* EXERCISE INSTRUCTIONS:
Below are records that contain pictures; transcribe the text exactly and omit the pictures.

* SUPPLIED DATA:
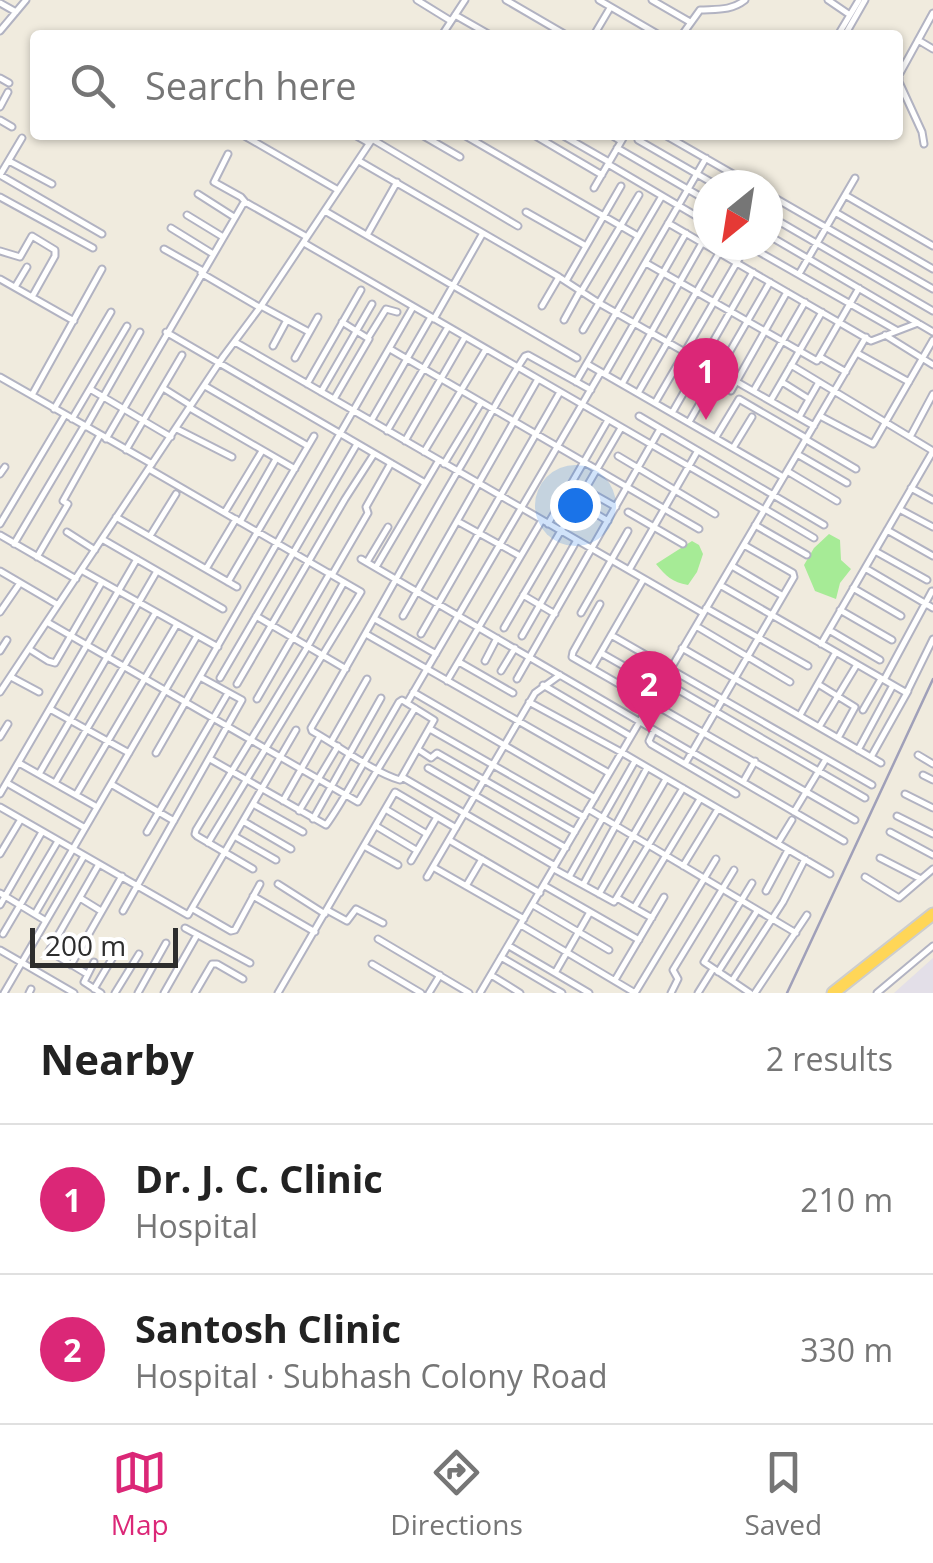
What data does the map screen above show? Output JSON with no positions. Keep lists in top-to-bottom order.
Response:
{
  "scale_bar": "200 m",
  "north": "bottom left",
  "page": {
    "search": "Search here",
    "pins": ["1", "2"],
    "scale": "200 m",
    "heading": ["Nearby", "2 results"],
    "list": [
      {
        "mark": "1",
        "name": "Dr. J. C. Clinic",
        "note": "Hospital",
        "value": "210 m"
      },
      {
        "mark": "2",
        "name": "Santosh Clinic",
        "note": "Hospital · Subhash Colony Road",
        "value": "330 m"
      }
    ],
    "nav": ["Map", "Directions", "Saved"]
  }
}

* ANSWER TO THE PROBLEM:
What data does the map screen above show? Output JSON with no positions. Keep lists in top-to-bottom order.
Response:
{
  "scale_bar": "200 m",
  "north": "bottom left",
  "page": {
    "search": "Search here",
    "pins": ["1", "2"],
    "scale": "200 m",
    "heading": ["Nearby", "2 results"],
    "list": [
      {
        "mark": "1",
        "name": "Dr. J. C. Clinic",
        "note": "Hospital",
        "value": "210 m"
      },
      {
        "mark": "2",
        "name": "Santosh Clinic",
        "note": "Hospital · Subhash Colony Road",
        "value": "330 m"
      }
    ],
    "nav": ["Map", "Directions", "Saved"]
  }
}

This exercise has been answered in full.